If they truly understand the value of the business and believe in management they should be happy. They valued an economic asset and it is now half off. If they wish they can buy more of it. After all investors buy for the future and acknowledge that price fluctuates in the short term.
"A cynic is a man who knows the price of everything and the value of nothing" (Oscar Wilde)
A silly investor is the same thing. They will track price to the millisecond and have no idea of underlying value. Caveat the situation may be different for a true trader.
Basically an investor is looking for the market to misprice value.

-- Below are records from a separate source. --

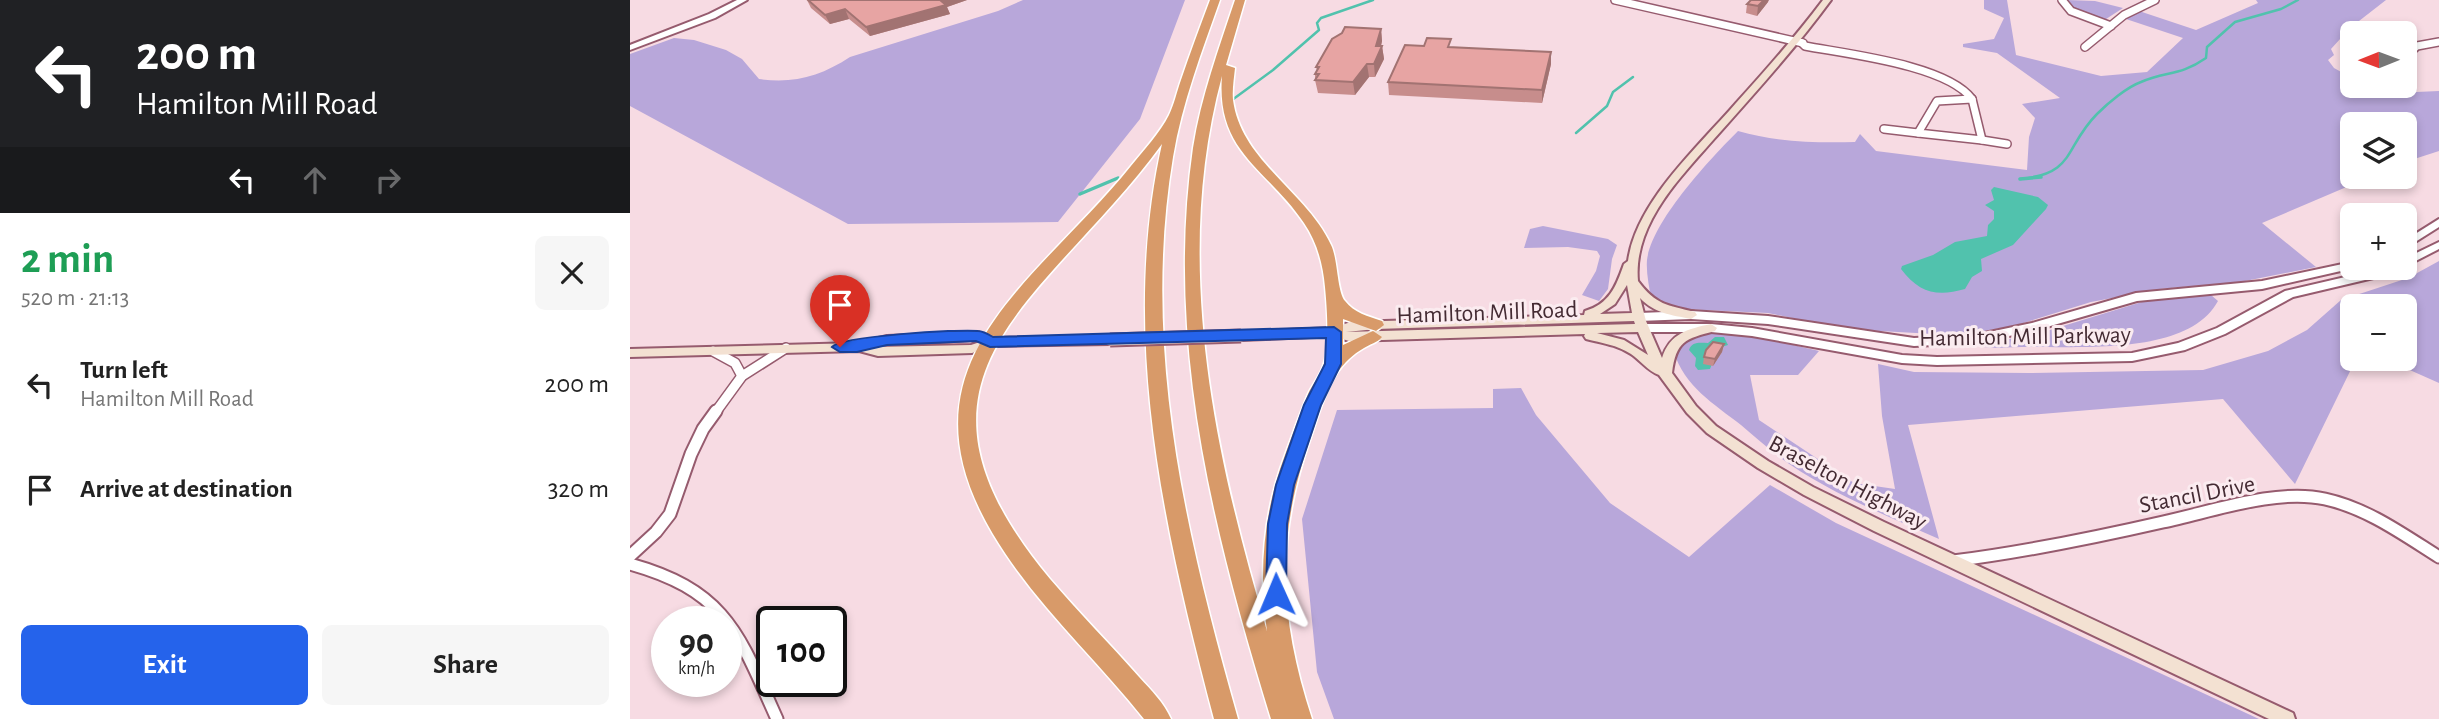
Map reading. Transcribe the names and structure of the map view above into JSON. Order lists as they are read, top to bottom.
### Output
{
  "streets": {
    "main road": ["Hamilton Mill Road", "Braselton Highway"],
    "street": ["Hamilton Mill Parkway", "Stancil Drive"]
  },
  "crossings": [
    ["Hamilton Mill Road", "Hamilton Mill Parkway"],
    ["Hamilton Mill Road", "Braselton Highway"],
    ["Hamilton Mill Parkway", "Braselton Highway"],
    ["Braselton Highway", "Stancil Drive"]
  ],
  "north": "left",
  "page": {
    "turn": ["200 m", "Hamilton Mill Road"],
    "map_buttons": ["+", "−"],
    "heading": ["2 min", "520 m · 21:13"],
    "list": [
      {
        "name": "Turn left",
        "note": "Hamilton Mill Road",
        "value": "200 m"
      },
      {
        "name": "Arrive at destination",
        "value": "320 m"
      }
    ],
    "speed": "90 km/h",
    "limit": "100",
    "buttons": ["Exit", "Share"]
  }
}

It is like buying a $1 bill for $.50 Here is an example of the returns from doing that.
There is of course a lot of other smart work to be done, but basically understanding value is the important part of the equation. Price is readily available to anyone.
I would strongly recommend that anyone with more than $5k to invest read the intelligent investor. It will take most people about 20 hours. Depending on what you learn from your reading, it may be the best hourly paying job you ever have. I will be writing a few more articles for the "investor under the finance section of my blog" I will provide some basic tools highlighting why 95% of you should invest in index mutual funds and the value of sloth (deferred taxes and minimal transaction cost) when it comes to investing.